Stage 1.  Inexperienced, novice or unlearned entrants at this level must observe their markets.  It has been set up to help participants become more familiar with price movements, training their senses to recognise patterns and fine tune their thinking to the frequencies and timings of FX price movements. 

Stage 2. Market making. All things- including the prices of currencies operate on the basis of supply and demand.  It is elementary mentioning that as demand for a currency rises, (with constant supply), price of a currency rises. The reverse is also true that as supply increases (with demand constant), the price of a currency should fall, ceteris paribus.  Market making means providing liquidity in the markets.  Being profitable with this strategy.  If you take a sample of the pattern of prices of an FX currency over time, you will discover a distribution of prices that are not random.  From this distribution of prices, statistically significant parallels can be drawn.  Averages (the mean) can be known. A standard deviation from averages, discovered. Variances changes from standard deviations can also be discovered.  Therefore, whenever a price goes away from the mean in a significant way, you can expect prices to return to the mean (average).  This is call mean reversion. Put simply, traders should train their eyes to spot ranges.  Success at this stage is small and consistent incremental gains over time and not big variances in the balance sheets, lucky punts! 

Stage 3.   Event trading.  All successful traders at this stage would have developed the knack of deciphering qualitative information (words), sifting through them to discard what is noise from what is normative information from what is expected to move FX prices from the qualitative information that actually causes changes in the prices of FX currencies.  Over time, the very best traders will have honed their senses in such a way that the only difficulty they will have at this stage is being able to separate the information that is expected to move prices from the qualitative information that actually causes prices to change momentarily or in the medium term.  Traders in Stage 3 must principally be able to spot breakouts– and be able to profit from them.  Tip: expand your sources of information. Discover tips to be tipped for the top!  
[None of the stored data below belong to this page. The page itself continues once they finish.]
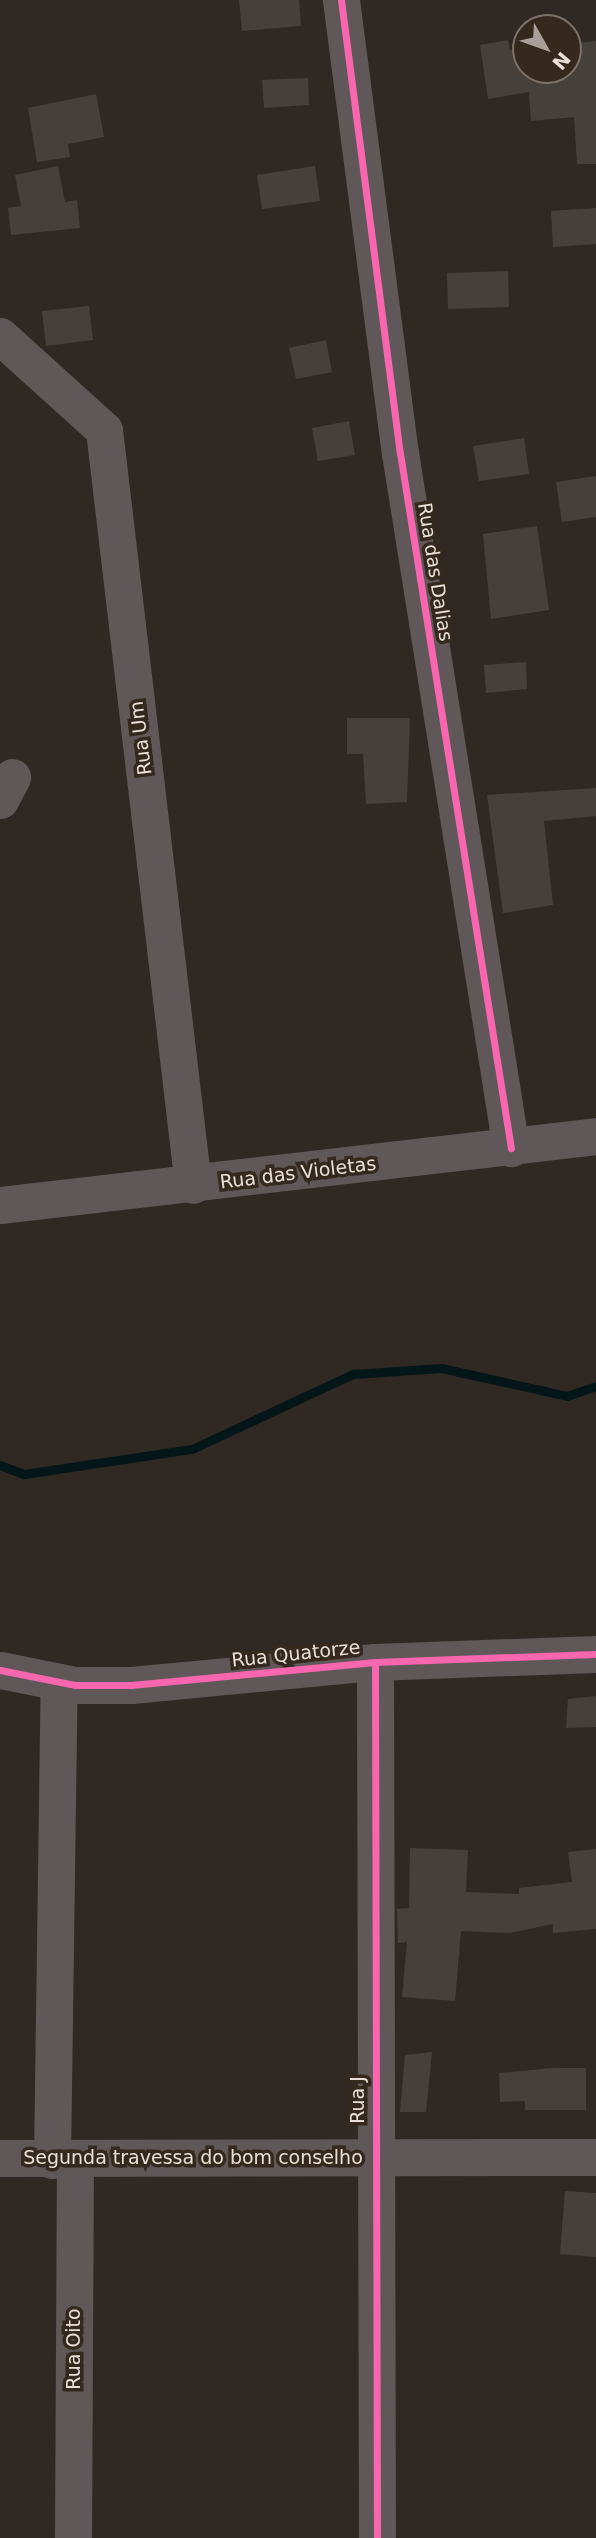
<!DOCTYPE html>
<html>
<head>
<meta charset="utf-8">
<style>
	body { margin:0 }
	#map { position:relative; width:596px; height:2538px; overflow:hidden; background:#302923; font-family:"DejaVu Sans",sans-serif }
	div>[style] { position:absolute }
	.stream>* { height:9px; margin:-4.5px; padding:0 4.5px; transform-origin:4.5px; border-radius:4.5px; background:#041617 }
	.building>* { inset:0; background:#46403b }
	.minor>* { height:37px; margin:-18.5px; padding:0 18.5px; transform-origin:18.5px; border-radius:18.5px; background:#605758 }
	.cycleway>* { height:7px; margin:-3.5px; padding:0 3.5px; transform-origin:3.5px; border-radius:3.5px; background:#f766af }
	span { translate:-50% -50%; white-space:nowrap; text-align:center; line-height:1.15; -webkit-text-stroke:7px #35291e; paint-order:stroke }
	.street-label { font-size:19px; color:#e8dfd8 }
	.north { position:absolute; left:512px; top:14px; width:70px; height:70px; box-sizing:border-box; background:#35291e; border:2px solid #7d7268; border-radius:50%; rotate:130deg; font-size:19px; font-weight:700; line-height:28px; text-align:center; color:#e8dfd8 }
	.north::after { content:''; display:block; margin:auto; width:24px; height:32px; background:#a89f99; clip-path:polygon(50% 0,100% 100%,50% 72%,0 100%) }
</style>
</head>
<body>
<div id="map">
	<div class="stream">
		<i style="left:0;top:1465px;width:26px;rotate:21deg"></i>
		<i style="left:24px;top:1474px;width:170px;rotate:-8.5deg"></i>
		<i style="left:192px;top:1449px;width:178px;rotate:-25deg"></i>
		<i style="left:353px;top:1374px;width:88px;rotate:-3.9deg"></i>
		<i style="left:441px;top:1368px;width:129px;rotate:12.5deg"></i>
		<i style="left:567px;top:1396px;width:31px;rotate:-19deg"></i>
	</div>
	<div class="building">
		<i style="clip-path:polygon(239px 0,299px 0,301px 26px,242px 31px)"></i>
		<i style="clip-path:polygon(508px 40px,510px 50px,526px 48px,526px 70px,568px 70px,568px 44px,596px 41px,596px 164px,577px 164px,574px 117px,531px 121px,529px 92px,488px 99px,480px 45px)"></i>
		<i style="clip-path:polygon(308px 78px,309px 105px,264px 108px,262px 80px)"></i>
		<i style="clip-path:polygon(96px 94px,104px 137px,68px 144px,70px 157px,37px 162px,28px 108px)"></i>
		<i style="clip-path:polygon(58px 166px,65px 202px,77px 200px,80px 228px,11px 235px,8px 208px,21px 206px,15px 175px)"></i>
		<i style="clip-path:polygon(315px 166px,320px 201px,262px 209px,257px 175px)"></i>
		<i style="clip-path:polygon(596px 208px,596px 244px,553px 247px,551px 211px)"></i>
		<i style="clip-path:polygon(508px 271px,509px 307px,448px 309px,447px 273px)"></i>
		<i style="clip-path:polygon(89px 306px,93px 340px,46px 346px,42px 311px)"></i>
		<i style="clip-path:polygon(326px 340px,332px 372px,296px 379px,289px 348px)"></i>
		<i style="clip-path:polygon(349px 421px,355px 455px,318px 461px,312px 428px)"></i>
		<i style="clip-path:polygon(524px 438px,529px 474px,479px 481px,473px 446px)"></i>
		<i style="clip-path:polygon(596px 476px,596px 517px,562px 522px,556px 482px)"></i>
		<i style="clip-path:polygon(537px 526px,549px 610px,491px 619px,483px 534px)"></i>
		<i style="clip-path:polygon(526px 662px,527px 689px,486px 693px,484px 665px)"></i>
		<i style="clip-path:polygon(347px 718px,410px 718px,407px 802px,366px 804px,363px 754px,347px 754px)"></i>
		<i style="clip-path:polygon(596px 788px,596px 816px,544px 821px,553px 905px,503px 913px,487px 795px)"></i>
		<i style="clip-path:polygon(596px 1696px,596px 1727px,566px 1728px,568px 1699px)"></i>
		<i style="clip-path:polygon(410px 1848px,468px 1850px,466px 1892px,519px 1894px,519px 1888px,572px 1882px,568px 1852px,596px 1849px,596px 1929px,553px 1933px,553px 1924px,510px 1933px,461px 1931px,455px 2001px,402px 1997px,407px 1942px,398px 1943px,397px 1909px,409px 1908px)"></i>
		<i style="clip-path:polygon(432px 2052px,426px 2112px,400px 2112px,405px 2055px)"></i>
		<i style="clip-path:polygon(553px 2068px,586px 2068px,586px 2110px,525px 2110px,525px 2101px,500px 2102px,499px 2073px)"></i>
		<i style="clip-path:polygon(565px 2191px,596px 2193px,596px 2257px,560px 2254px)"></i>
	</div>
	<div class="minor">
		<i style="left:341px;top:0;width:457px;rotate:82.6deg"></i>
		<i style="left:400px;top:453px;width:704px;rotate:80.93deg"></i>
		<i style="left:0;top:336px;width:140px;rotate:42.1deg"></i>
		<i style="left:104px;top:430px;width:760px;rotate:83.28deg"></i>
		<i style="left:0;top:800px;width:26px;rotate:-62deg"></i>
		<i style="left:0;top:1205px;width:600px;rotate:-6.6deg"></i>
		<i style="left:375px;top:1662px;width:876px;rotate:89.87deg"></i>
		<i style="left:0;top:1670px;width:76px;rotate:11.3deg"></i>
		<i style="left:75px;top:1685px;width:56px"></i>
		<i style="left:131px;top:1685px;width:245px;rotate:-5.4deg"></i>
		<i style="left:375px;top:1662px;width:221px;rotate:-2.1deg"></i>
		<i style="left:0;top:2158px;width:596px;rotate:-0.1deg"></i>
		<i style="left:52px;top:2160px;width:478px;rotate:-89.2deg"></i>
		<i style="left:73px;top:2538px;width:378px;rotate:-89.7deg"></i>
	</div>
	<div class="cycleway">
		<i style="left:341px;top:0;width:457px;rotate:82.6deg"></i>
		<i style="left:400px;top:453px;width:704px;rotate:80.93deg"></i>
		<i style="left:375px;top:1662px;width:876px;rotate:89.87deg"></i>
		<i style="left:0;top:1670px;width:76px;rotate:11.3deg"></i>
		<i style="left:75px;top:1685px;width:56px"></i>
		<i style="left:131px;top:1685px;width:245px;rotate:-5.4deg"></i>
		<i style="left:375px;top:1662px;width:221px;rotate:-2.1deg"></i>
	</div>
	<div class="street-label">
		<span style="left:435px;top:572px;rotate:81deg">Rua das Dalias</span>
		<span style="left:141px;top:738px;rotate:-97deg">Rua Um</span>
		<span style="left:298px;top:1173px;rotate:-7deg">Rua das Violetas</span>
		<span style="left:296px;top:1654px;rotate:-6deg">Rua Quatorze</span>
		<span style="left:358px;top:2100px;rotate:-90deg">Rua J</span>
		<span style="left:193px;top:2158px">Segunda travessa do bom conselho</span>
		<span style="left:74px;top:2349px;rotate:-90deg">Rua Oito</span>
	</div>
	<div class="north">N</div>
</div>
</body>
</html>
Stage 4.  Strategic trading. Traders can be successful in the long term, if they are disciplined enough to follow the guidelines and parameters set out in Stage 3.  However, there are a class of traders that are apt, adept, sharp and malleable enough to Stage 4, by developing further strategic options in their trading arsenals. Enter strategic trading.  Traders successful with strategic trading are somewhat unlimited in their approaches. They aim to attain small gains extremely frequently. Highly quantitative and mathematical in approach, they are equipped with approaches from physics and are able to apply highly sophisticated laws in physics like normal law and polynomiality in a pragmatic way.  Traders and institutions aim to profit from inefficiencies in financial markets over various continents and exchanges aiming to profit across time and space.  Stage 4 traders or trading institutions never follow general market trends because they change their pattern of trading behaviour frequently seeking an edge, an unfair advantage over the rest of the participants in the markets.  It is elementary to have a stable internet connection with low latency and high bandwidth connections for traders.